_Directions_
Do not repeat pictures. Repeat exactly the lines of the listing below from its first line through the line with "solid #fff;border-radius:50%;box-shadow:0 2px".

_Supplied data_
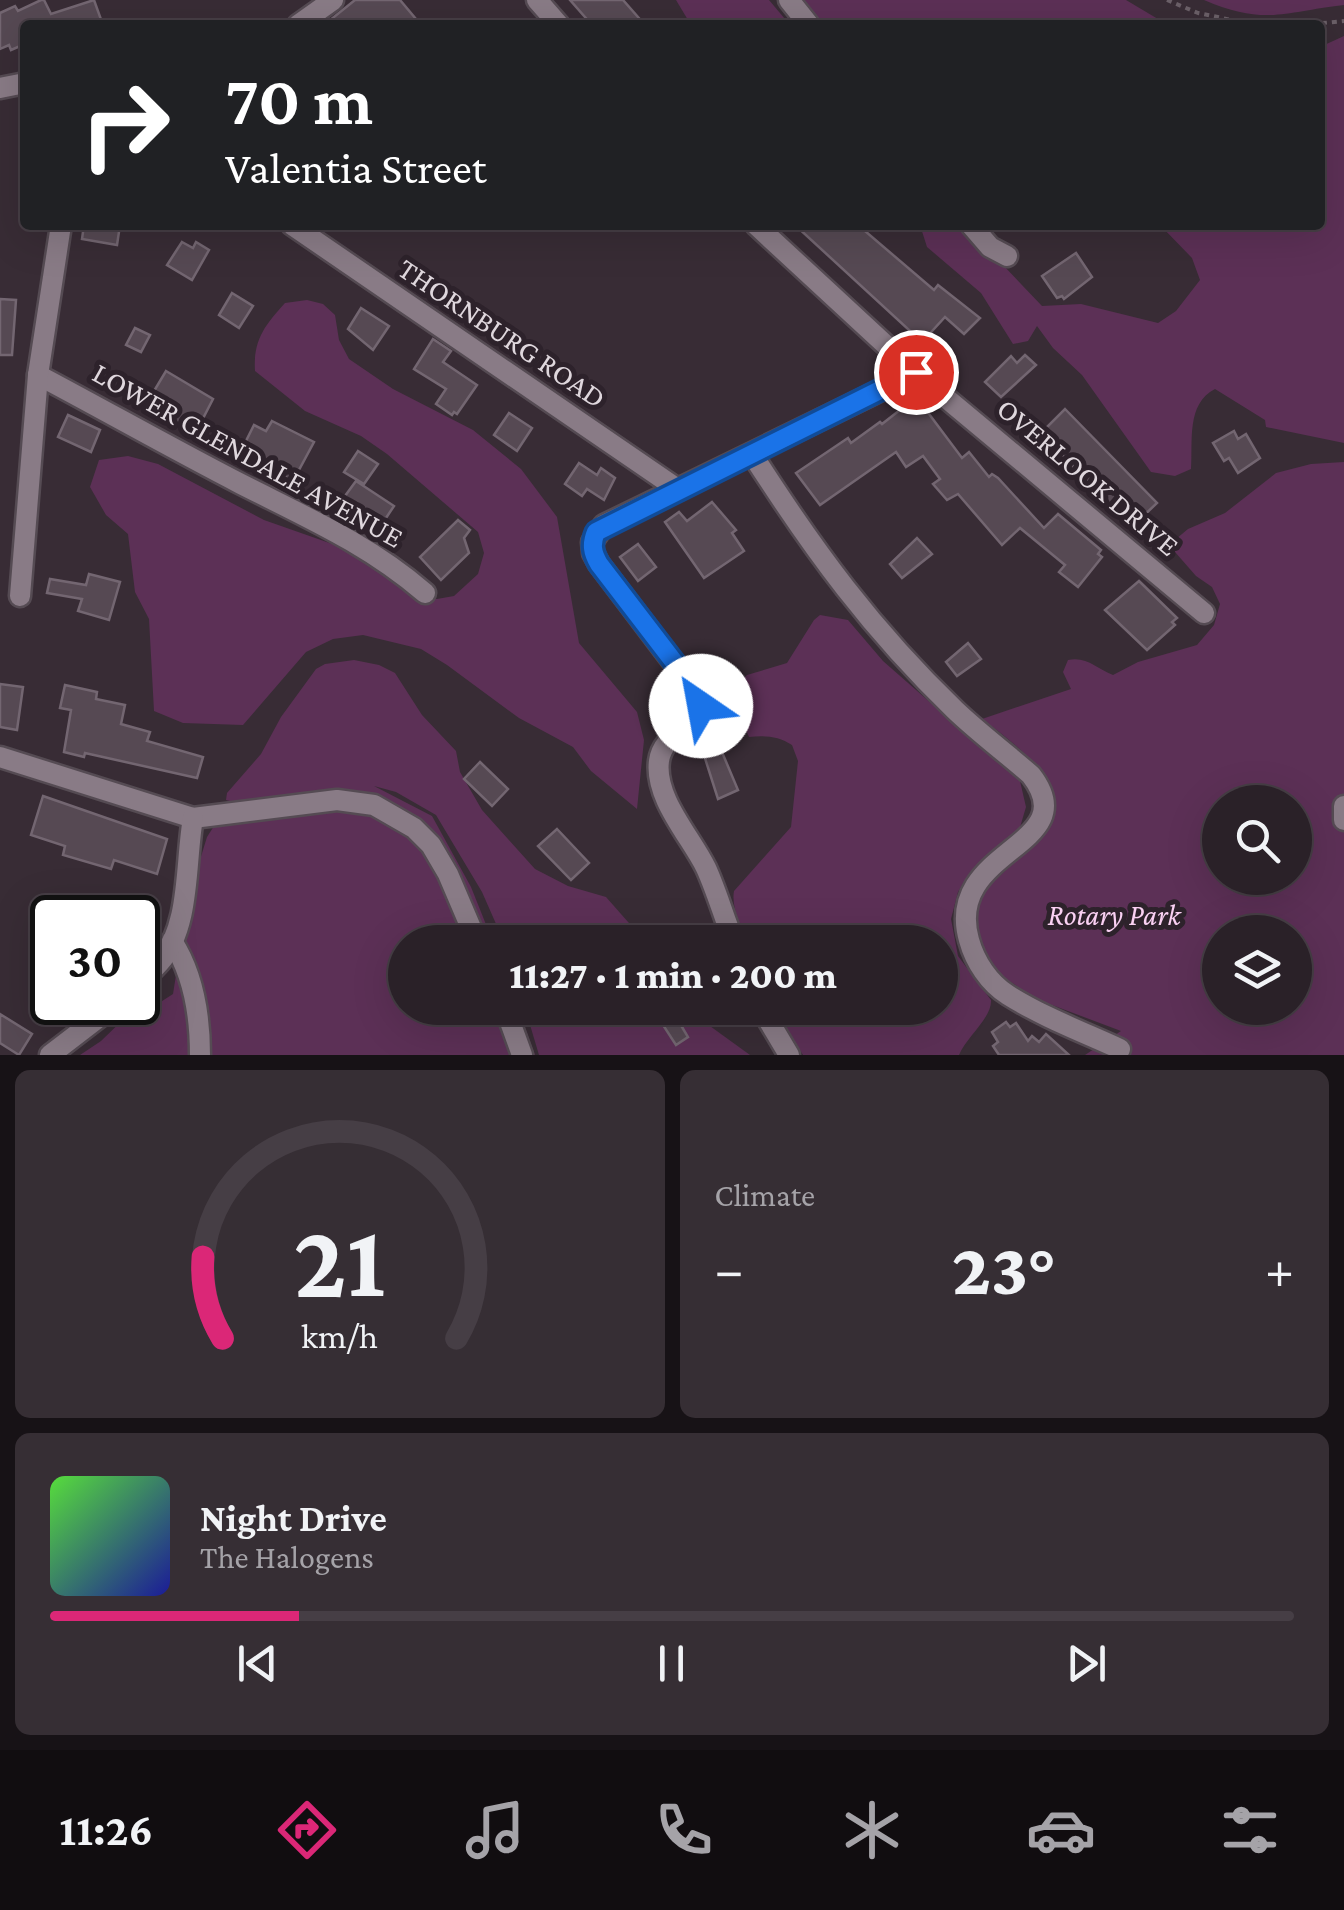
<!DOCTYPE html>
<meta charset="utf-8">
<style>
:root{--surface:#2a2128;--page:#362e34;--text:#f1f3f6;--muted:#a5a3a8;--line:#463e45;--accent:#db2777}
body{margin:0;font-family:"Crimson Pro",serif;background:var(--page);color:var(--text);height:100vh;display:flex;flex-direction:column;font-size:38px;white-space:nowrap}
*{box-sizing:border-box;margin:0}
p{font-size:32px;color:var(--muted)}
.icon{flex:none;width:55px;height:55px;fill:none;stroke:currentColor;stroke-width:2;stroke-linecap:round;stroke-linejoin:round}
.map{position:relative;height:1055px;overflow:hidden}
.details{display:flex;flex-direction:column;gap:15px;padding:15px;background:#171216;flex:1}
.details>*{flex:none}
.hud{position:absolute;left:20px;top:20px;width:1305px;height:210px;border-radius:10px;box-shadow:0 10px 40px #0002,0 0 0 2px var(--line);background:#202124;color:#fff;overflow:hidden}
.fabs{position:absolute;left:1202px;top:785px;display:grid;gap:20px}
.fabs a{display:grid;place-items:center;width:110px;height:110px;border-radius:50%;background:var(--surface);box-shadow:0 10px 40px #0002,0 0 0 2px var(--line);font-size:50px}
.speed{position:absolute;left:30px;top:895px;display:flex;gap:20px;font-size:50px;font-weight:700;text-align:center}
.speed>*{display:grid;place-content:center;width:130px;height:130px;border-radius:50%;background:var(--surface);box-shadow:0 10px 40px #0002,0 0 0 2px var(--line);line-height:1}
.speed .limit{border:5px solid #111;border-radius:15px;background:#fff;color:#111}
.pin{position:absolute;display:grid;place-items:center;width:85px;height:85px;color:#fff;margin:-42px;border:5px solid #fff;border-radius:50%;box-shadow:0 2px 10px #0007}
.me{position:absolute;width:110px;margin:-55px;rotate:327deg;stroke-linejoin:round;filter:drop-shadow(0 0 8px #0008)}
.turn{display:flex;align-items:center;gap:35px;height:210px;padding:0 40px;font-size:45px}
.turn .icon{width:130px;height:130px;stroke-width:2.5}
.turn b{display:block;font-size:70px;line-height:85px}
.big{font-size:75px;font-weight:800;line-height:1.1}
.details .widget{flex:1;display:flex;flex-direction:column;justify-content:center;gap:15px;min-width:0;padding:0 35px;border-radius:15px;background:var(--page)}
.details .dial{align-items:center;gap:0}
.dial svg{height:260px;overflow:visible;fill:none;stroke:var(--line);stroke-width:7;stroke-linecap:round;text-anchor:middle}
.dial text{fill:var(--text);stroke:none}
.song{display:flex;align-items:center;gap:30px}
.cover{width:120px;height:120px;border-radius:15px;background:linear-gradient(135deg,hsl(110 70% 55%),hsl(240 70% 35%))}
.played{height:10px;border-radius:5px;background:linear-gradient(90deg,var(--accent) 20%,var(--line) 20%)}
.keys{display:flex;justify-content:space-around;direction:ltr}
.heat{display:flex;justify-content:space-between;align-items:center;font-size:55px;direction:ltr}
.details .tiles{flex:1;display:grid;gap:15px;grid-template-columns:1fr 1fr}
.widget:last-child{grid-column:span 2}
.trip{position:absolute;left:388px;top:925px;width:570px;height:100px;border-radius:50px;background:var(--surface);box-shadow:0 10px 40px #0002,0 0 0 2px var(--line);font-weight:800;line-height:100px;text-align:center}
.tab-bar{display:flex;height:160px;justify-content:space-around;align-items:center;background:#110d10;color:var(--muted)}
.tab-bar .icon{width:70px;height:70px}
.tab-bar .active{color:var(--accent)}
.tab-bar b{font-size:45px;color:var(--text)}
.map>svg:first-child{display:block}
.green{fill:#5c3056;fill-rule:evenodd}
.building{fill:#564953;stroke:#736671;stroke-width:2.5}
.lines{fill:none;stroke-linecap:round;stroke-linejoin:round}
.street-casing{stroke:#554b53;stroke-width:25}
.path{stroke:#6b6068;stroke-width:4;stroke-dasharray:5 5;stroke-linecap:butt}
.street{stroke:#897b86;stroke-width:20}
.route-casing{stroke:#114b97;stroke-width:25}
.route{stroke:#1a73e8;stroke-width:18}
.labels{text-anchor:middle;stroke-width:10;stroke-linejoin:round;paint-order:stroke}
.street-label{font-size:30px;fill:#dfd7dd;stroke:#2d222b}
.park-label{font-size:30px;font-style:italic;fill:#fad1f3;stroke:#2d222b}
</style>
<div class="map">
<svg width="1344" height="1055" viewBox="0 0 1344 1055">
<rect width="100%" height="100%" fill="#382c35"/>
<g class="green">
<path d="M 676,0 L 769,0 L 790,25 L 691,25 Z"/>
<path d="M 796,0 L 1126,0 L 1168,25 L 815,25 Z"/>
<path d="M 1204,0 L 1344,0 L 1344,5 C 1283,12 1265,26 1204,0 Z"/>
<path d="M 1344,36 L 1344,443 L 1266,427 L 1265,420 L 1215,389 C 1186,404 1193,441 1191,469 L 1175,476 L 1151,472 L 1082,375 L 1053,348 L 1037,326 L 1028,341 L 1013,344 L 981,293 L 927,247 L 920,225 L 965,225 L 1042,306 L 1081,304 L 1158,323 L 1176,311 L 1200,280 L 1192,258 L 1160,225 L 1320,225 L 1320,47 Z"/>
<path d="M 307,300 L 323,304 L 335,315 L 339,340 L 349,359 L 393,389 L 473,430 L 521,469 L 557,517 L 579,643 L 637,712 L 644,740 L 637,809 L 591,771 L 573,747 L 519,718 L 447,665 L 421,649 L 363,635 L 333,639 L 306,652 L 243,725 L 183,723 L 154,711 L 149,619 L 135,592 L 128,534 L 106,515 L 90,487 L 99,460 L 128,456 L 158,464 L 264,520 L 375,559 L 421,595 L 437,599 L 454,596 L 478,574 L 484,553 L 478,532 L 387,454 L 361,436 L 305,411 L 255,371 C 253,340 265,325 285,303 Z"/>
<path d="M 1344,462 L 1344,1055 L 1085,1055 L 1121,1031 L 1036,999 L 999,974 L 982,956 L 974,900 L 1037,841 C 1082,790 1019,747 982,719 L 1071,689 L 1063,672 L 1068,660 C 1087,656 1097,669 1113,675 L 1138,662 L 1197,645 L 1214,625 L 1220,604 L 1212,587 L 1196,576 L 1175,552 L 1176,539 L 1188,529 L 1225,513 L 1276,473 L 1311,464 ZM 1220,802 L 1295,802 L 1295,878 L 1220,878 ZM 1220,932 L 1295,932 L 1295,1008 L 1220,1008 Z"/>
<path d="M 820,615 L 848,620 L 883,661 L 932,704 L 973,733 L 997,761 L 1020,781 L 1026,807 L 1018,834 L 1010,845 L 965,880 L 958,892 L 951,919 L 958,956 L 991,1000 C 992,1018 967,1036 959,1055 L 803,1055 L 774,1008 L 940,1008 L 940,942 L 749,942 C 741,928 731,907 734,891 L 791,827 L 798,761 L 792,745 C 779,736 764,735 749,737 L 734,703 L 735,687 L 747,675 L 787,663 L 814,620 Z"/>
<path d="M 354,660 L 379,665 L 395,673 L 422,715 L 456,751 L 460,772 L 482,810 L 535,869 L 568,886 L 606,897 L 636,931 L 640,942 L 504,942 L 482,892 L 436,815 L 396,792 L 374,786 L 432,816 L 471,887 L 493,942 L 405,942 L 405,1008 L 518,1008 L 535,1055 L 80,1055 L 101,1041 L 132,1011 L 145,1012 L 173,994 L 188,899 L 207,837 L 230,801 L 226,800 L 227,793 L 261,754 L 281,717 L 316,669 L 325,664 Z"/>
<path d="M 525,1008 L 685,1008 L 750,1055 L 539,1055 Z"/>
</g>
<g class="building">
<path d="M 41,0 L 44,0 L 51,14 L 94,0 L 103,25 L 25,25 L 25,44 L 11,50 L 9,45 L 0,49 L 0,13 L 15,6 L 18,11 Z"/>
<path d="M 355,0 L 400,0 L 421,25 L 324,25 Z"/>
<path d="M 570,0 L 623,0 L 645,25 L 592,25 Z"/>
<path d="M 84,225 L 120,225 L 117,245 L 82,239 Z"/>
<path d="M 795,225 L 858,225 L 934,290 L 938,285 L 980,318 L 964,334 L 945,317 L 922,342 Z"/>
<path d="M 182,242 L 193,248 L 196,242 L 209,250 L 192,280 L 167,265 Z"/>
<path d="M 1076,253 L 1092,277 L 1064,299 L 1062,296 L 1057,298 L 1042,276 Z"/>
<path d="M 232,293 L 253,306 L 239,328 L 219,315 Z"/>
<path d="M 0,299 L 16,300 L 12,355 L 0,355 Z"/>
<path d="M 361,308 L 389,326 L 373,350 L 348,329 Z"/>
<path d="M 135,328 L 150,335 L 141,352 L 126,345 Z"/>
<path d="M 433,339 L 451,351 L 443,362 L 477,385 L 457,414 L 454,412 L 452,415 L 436,404 L 446,389 L 414,369 Z"/>
<path d="M 1025,355 L 1036,365 L 1001,397 L 985,382 L 1011,356 L 1017,363 Z"/>
<path d="M 166,371 L 213,399 L 196,432 L 148,407 L 148,401 Z"/>
<path d="M 914,399 L 918,404 L 920,402 L 962,458 L 969,452 L 989,477 L 992,474 L 998,478 L 1044,528 L 1058,514 L 1101,550 L 1098,554 L 1102,557 L 1078,587 L 1059,572 L 1065,565 L 1020,528 L 1002,545 L 958,494 L 947,500 L 933,484 L 940,479 L 923,456 L 906,467 L 896,452 L 820,505 L 796,473 L 848,438 L 851,443 L 880,422 L 882,424 Z"/>
<path d="M 1065,409 L 1157,503 L 1136,523 L 1130,526 L 1044,436 L 1048,432 L 1045,429 Z"/>
<path d="M 509,413 L 532,428 L 517,451 L 494,435 Z"/>
<path d="M 68,415 L 100,430 L 91,452 L 58,437 Z"/>
<path d="M 272,421 L 314,442 L 293,481 L 240,453 L 254,425 L 266,431 Z"/>
<path d="M 1234,431 L 1238,439 L 1246,434 L 1260,458 L 1238,473 L 1229,458 L 1224,461 L 1213,443 Z"/>
<path d="M 358,451 L 378,464 L 364,484 L 344,472 Z"/>
<path d="M 579,463 L 597,475 L 601,468 L 615,478 L 604,500 L 587,489 L 582,496 L 565,484 Z"/>
<path d="M 356,481 L 394,506 L 378,530 L 349,512 L 355,503 L 345,496 Z"/>
<path d="M 712,502 L 736,530 L 732,533 L 744,551 L 704,578 L 665,522 L 679,512 L 687,521 Z"/>
<path d="M 458,520 L 470,530 L 464,538 L 469,553 L 441,580 L 420,557 Z"/>
<path d="M 917,538 L 932,554 L 902,578 L 890,564 Z"/>
<path d="M 638,544 L 656,567 L 638,581 L 620,557 Z"/>
<path d="M 89,574 L 120,582 L 109,620 L 78,611 L 82,599 L 47,593 L 50,579 L 86,585 Z"/>
<path d="M 1139,581 L 1177,618 L 1172,622 L 1175,625 L 1147,650 L 1105,610 Z"/>
<path d="M 968,643 L 981,659 L 957,676 L 946,662 Z"/>
<path d="M 0,684 L 23,687 L 17,730 L 0,727 Z"/>
<path d="M 65,685 L 97,692 L 96,699 L 125,705 L 121,724 L 150,732 L 147,741 L 203,757 L 197,778 L 85,753 L 84,757 L 64,752 L 71,710 L 60,708 Z"/>
<path d="M 719,745 L 738,790 L 718,799 L 703,752 Z"/>
<path d="M 480,762 L 508,789 L 492,806 L 464,779 Z"/>
<path d="M 43,796 L 167,839 L 157,874 L 114,860 L 111,869 L 63,855 L 65,846 L 31,835 Z"/>
<path d="M 557,829 L 589,863 L 571,880 L 538,846 Z"/>
<path d="M 652,1008 L 701,1008 L 686,1018 L 689,1022 L 682,1027 L 688,1037 L 676,1045 Z"/>
<path d="M 0,1014 L 32,1034 L 19,1055 L 0,1043 Z"/>
<path d="M 1006,1022 L 1010,1027 L 1016,1023 L 1028,1041 L 1032,1036 L 1039,1042 L 1046,1034 L 1069,1055 L 999,1055 L 993,1046 L 998,1042 L 992,1032 Z"/>
</g>
<g class="lines">
<g class="street-casing">
<g id="street">
<path d="M 537,0 L 559,25"/>
<path d="M 789,0 L 809,25"/>
<path d="M 298,25 L 333,0"/>
<path d="M 0,88 L 25,83"/>
<path d="M 292,225 L 679,490"/>
<path d="M 756,225 L 916,373 L 1204,613"/>
<path d="M 971,225 L 990,247 L 1007,256"/>
<path d="M 38,375 C 106,411 173,449 241,484 C 308,518 368,544 425,593"/>
<path d="M 752,454 C 814,551 872,630 955,710 C 979,733 1006,753 1031,775 C 1087,847 943,848 969,940 C 975,962 989,983 1008,995 C 1043,1017 1083,1032 1120,1049"/>
<path d="M 20,596 L 38,375 L 61,225"/>
<path d="M 0,757 L 193,818 L 337,800 L 374,805 L 414,828 L 431,845 L 448,874 L 477,942"/>
<path d="M 1344,806 L 1344,820"/>
<path d="M 172,941 C 194,975 200,1015 200,1055"/>
<path d="M 734,942 C 724,918 717,892 706,868 C 691,837 654,798 659,761 C 663,731 701,727 701,699 L 599,564 L 593,553 L 592,542 L 604,525 L 916,373"/>
<path d="M 138,985 C 145,977 153,970 160,962 C 191,925 185,863 193,818"/>
<path d="M 505,1008 L 522,1055"/>
<path d="M 761,1008 L 789,1055"/>
<path d="M 50,1055 L 119,1002"/>
</g>
</g>
<g class="path">
<path d="M 1167,0 L 1198,13 L 1256,25"/>
<path d="M 1302,25 L 1344,21"/>
</g>
<use href="#street" class="street"/>
</g>
<g class="lines">
<g class="route-casing">
<path id="route" d="M 701,706 L 697,692 L 599,564 C 592,552 591,544 596,532 L 916,372"/>
</g>
<use href="#route" class="route"/>
</g>
<g class="labels">
<g class="street-label">
<text transform="translate(502 333) rotate(34)" y="10">THORNBURG ROAD</text>
<text transform="translate(248 455) rotate(29)" y="10">LOWER GLENDALE AVENUE</text>
<text transform="translate(1088 477) rotate(40)" y="10">OVERLOOK DRIVE</text>
</g>
<g class="park-label">
<text x="1114" y="925">Rotary Park</text>
</g>
</g>
</svg>
<div class="fabs">
<a><svg class="icon" aria-label="search" viewBox="0 0 24 24"><circle cx="10" cy="10" r="6"/><path d="M15 15l6 6"/></svg></a>
<a><svg class="icon" aria-label="layers" viewBox="0 0 24 24"><path d="M12 4l9 5-9 5-9-5zM3 14l9 5 9-5"/></svg></a>
</div>
<div class="speed"><div class="limit">30</div></div>
<div class="pin" style="left:916px;top:372px;background:#d93025"><svg class="icon" aria-label="arrive" viewBox="0 0 24 24"><path d="M6 21V4h12l-3 4 3 4H6"/></svg></div>
<svg class="me" style="left:701px;top:706px" viewBox="-20 -20 40 40"><circle r="19" fill="#fff"/><path d="M0-13L10 11 0 6-10 11z" fill="#1a73e8"/></svg>
<div class="trip">11:27 · 1 min · 200 m</div>
<div class="hud">
<div class="turn"><svg class="icon" aria-label="right" viewBox="0 0 24 24"><path d="M7 20v-9h11M14 6l5 5-5 5"/></svg><div><b>70 m</b>Valentia Street</div></div>
</div>
</div>
<section class="details">
<div class="tiles">
<div class="widget dial"><svg viewBox="0 0 100 80">
<path d="M14 69A42 42 0 1 1 86 69"/>
<path d="M14 69A42 42 0 0 1 8 44" stroke="#db2777"/>
<text x="50" y="56" font-size="32" font-weight="700">21</text>
<text x="50" y="72" font-size="11">km/h</text>
</svg></div>
<div class="widget"><p>Climate</p>
<div class="heat"><a>−</a><b class="big">23°</b><a>+</a></div>
</div>
<div class="widget">
<div class="song"><i class="cover"></i><div><b>Night Drive</b><p>The Halogens</p></div></div>
<div class="played"></div>
<div class="keys"><svg class="icon" aria-label="previous" viewBox="0 0 24 24"><path d="M18 5L8 12l10 7zM5 5v14"/></svg><svg class="icon" aria-label="pause" viewBox="0 0 24 24"><path d="M8 5v14M16 5v14"/></svg><svg class="icon" aria-label="next" viewBox="0 0 24 24"><path d="M6 5l10 7-10 7zM19 5v14"/></svg></div>
</div>
</div>
</section>
<nav class="tab-bar">
<b>11:26</b>
<svg class="icon active" aria-label="directions" viewBox="0 0 24 24"><path d="M12 3l9 9-9 9-9-9zM9 14v-3h6M13 9l2 2-2 2"/></svg>
<svg class="icon" aria-label="music" viewBox="0 0 24 24"><path d="M9 18V5l10-2v13"/><circle cx="6" cy="18" r="3"/><circle cx="16" cy="16" r="3"/></svg>
<svg class="icon" aria-label="phone" viewBox="0 0 24 24"><path d="M5 4h4l2 5-3 2q2 4 5 5l2-3 5 2v4C11 20 4 13 5 4z"/></svg>
<svg class="icon" aria-label="climate" viewBox="0 0 24 24"><path d="M12 3v18M4 7l16 10M4 17L20 7"/></svg>
<svg class="icon" aria-label="car" viewBox="0 0 24 24"><path d="M5 17H2v-5l4-1 3-4h7l3 4 3 1v5h-3M9 17h6M6 11h13"/><circle cx="7" cy="17" r="2"/><circle cx="17" cy="17" r="2"/></svg>
<svg class="icon" aria-label="filters" viewBox="0 0 24 24"><path d="M4 7h16M4 17h16"/><circle cx="9" cy="7" r="2"/><circle cx="15" cy="17" r="2"/></svg>
</nav>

_Exercise result_
<!DOCTYPE html>
<meta charset="utf-8">
<style>
:root{--surface:#2a2128;--page:#362e34;--text:#f1f3f6;--muted:#a5a3a8;--line:#463e45;--accent:#db2777}
body{margin:0;font-family:"Crimson Pro",serif;background:var(--page);color:var(--text);height:100vh;display:flex;flex-direction:column;font-size:38px;white-space:nowrap}
*{box-sizing:border-box;margin:0}
p{font-size:32px;color:var(--muted)}
.icon{flex:none;width:55px;height:55px;fill:none;stroke:currentColor;stroke-width:2;stroke-linecap:round;stroke-linejoin:round}
.map{position:relative;height:1055px;overflow:hidden}
.details{display:flex;flex-direction:column;gap:15px;padding:15px;background:#171216;flex:1}
.details>*{flex:none}
.hud{position:absolute;left:20px;top:20px;width:1305px;height:210px;border-radius:10px;box-shadow:0 10px 40px #0002,0 0 0 2px var(--line);background:#202124;color:#fff;overflow:hidden}
.fabs{position:absolute;left:1202px;top:785px;display:grid;gap:20px}
.fabs a{display:grid;place-items:center;width:110px;height:110px;border-radius:50%;background:var(--surface);box-shadow:0 10px 40px #0002,0 0 0 2px var(--line);font-size:50px}
.speed{position:absolute;left:30px;top:895px;display:flex;gap:20px;font-size:50px;font-weight:700;text-align:center}
.speed>*{display:grid;place-content:center;width:130px;height:130px;border-radius:50%;background:var(--surface);box-shadow:0 10px 40px #0002,0 0 0 2px var(--line);line-height:1}
.speed .limit{border:5px solid #111;border-radius:15px;background:#fff;color:#111}
.pin{position:absolute;display:grid;place-items:center;width:85px;height:85px;color:#fff;margin:-42px;border:5px solid #fff;border-radius:50%;box-shadow:0 2px 10px #0007}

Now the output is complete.